Let me set the scene first. Nowadays, many journals offer open access options, most upon payment of an APC (article processing charge). One can sometimes get a grant for this fee from institutional libraries. Mine for example has a policy that to apply for an APC, one has to deposit a “final author version” (FAV) of a manuscript in our local institutional repository (Spiral). Thus the final outcome is two versions of open access articles, one the FAV and then a version-of-record (VOR) held by the publisher. ChemRxiv can now add a third version to the process, since the expectation is that after some life as a pre-print, the manuscript can then be submitted to a peer-reviewed journal. Because the pre-print is allocated a persistent identifier (a DOI), the expectation is that the pre-print will indeed be persistent, with no expiration. Three versions of any given article are therefore now likely to be around, in effect permanently (or what goes for permanence nowadays). Importantly, there is no clear protocol for indicating how these three versions might differ, if they do. Even the FAV and the VOR may contain differences such as errors found in galley-proofing which will appear in the VOR but may not be propagated to the FAV. The congruence between the pre-print and any VOR is even less obvious.

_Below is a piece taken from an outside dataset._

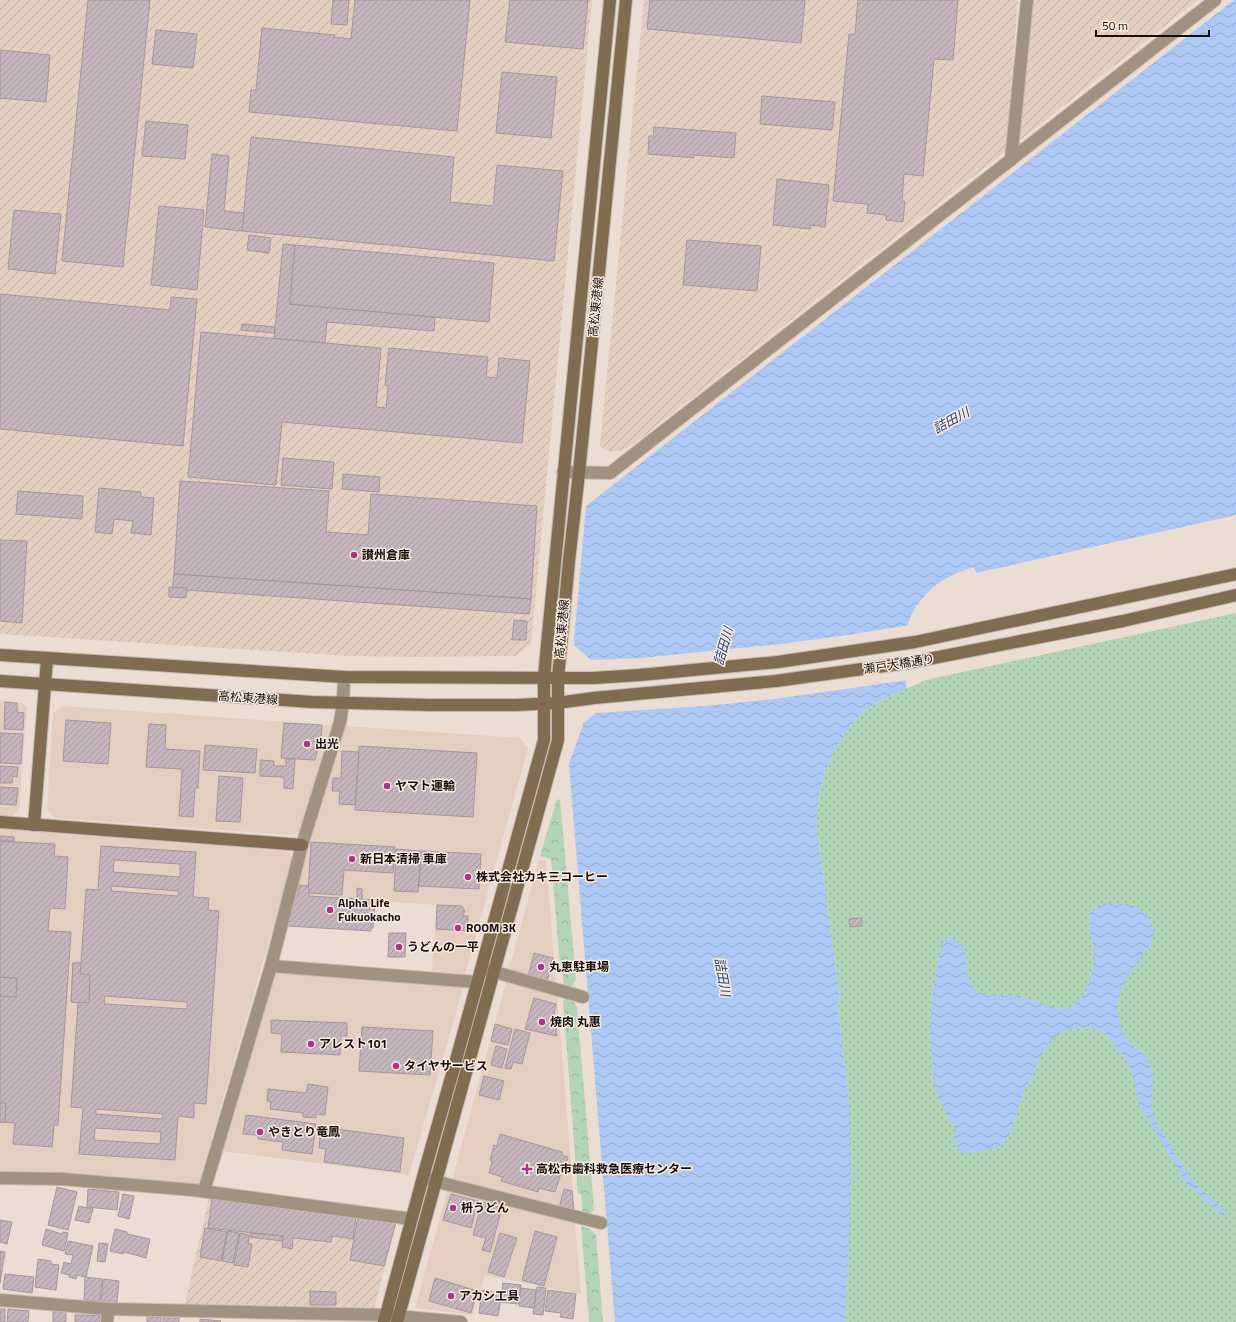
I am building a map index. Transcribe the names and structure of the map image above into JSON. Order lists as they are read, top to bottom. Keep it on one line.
{"streets":{"street":["高松東港線","瀬戸大橋通り"]},"crossings":[["高松東港線","瀬戸大橋通り"]],"water":["詰田川"],"places":{"other":["讃州倉庫","出光","ヤマト運輸","新日本清掃 車庫","株式会社カキ三コーヒー","Alpha Life Fukuokacho","ROOM 3K","うどんの一平","丸恵駐車場","焼肉 丸惠","アレスト101","タイヤサービス","やきとり竜鳳","枡うどん","アカシ工具"],"health":["高松市歯科救急医療センター"]},"scale_bar":"50 m"}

All this came to a head as a result of the pre-print I noted in my previous two posts.[1] Unlike the topic of an earlier post of mine, where the VOR article[2] (not a preprint) allows readers to comment (see e.g. https://www.nature.com/articles/s41586-019-1059-9#article-comments) I have not been able to identify a mechanism to post any comment about pre-prints. After all, that did seem to me to be a primary reason for exposing a pre-print, which is to invite insights from the community, perchance to improve the science or make suggestions related to it. What I have spotted however was an altmetric index. Hover over that and you get social media metrics. For this pre-print[1], these put it in the top 5% of all outputs, so it is clearly attracting much interest. This interest includes (currently) 1955 views, 539 downloads and commentary via two blog posts (www.altmetric.com/details/59250193/blogs) and 40 tweets (www.altmetric.com/details/59250193/twitter). You would have to work quite hard to visit all the blog posts and read all the tweets to assess overall how the community was responding to any specific pre-print.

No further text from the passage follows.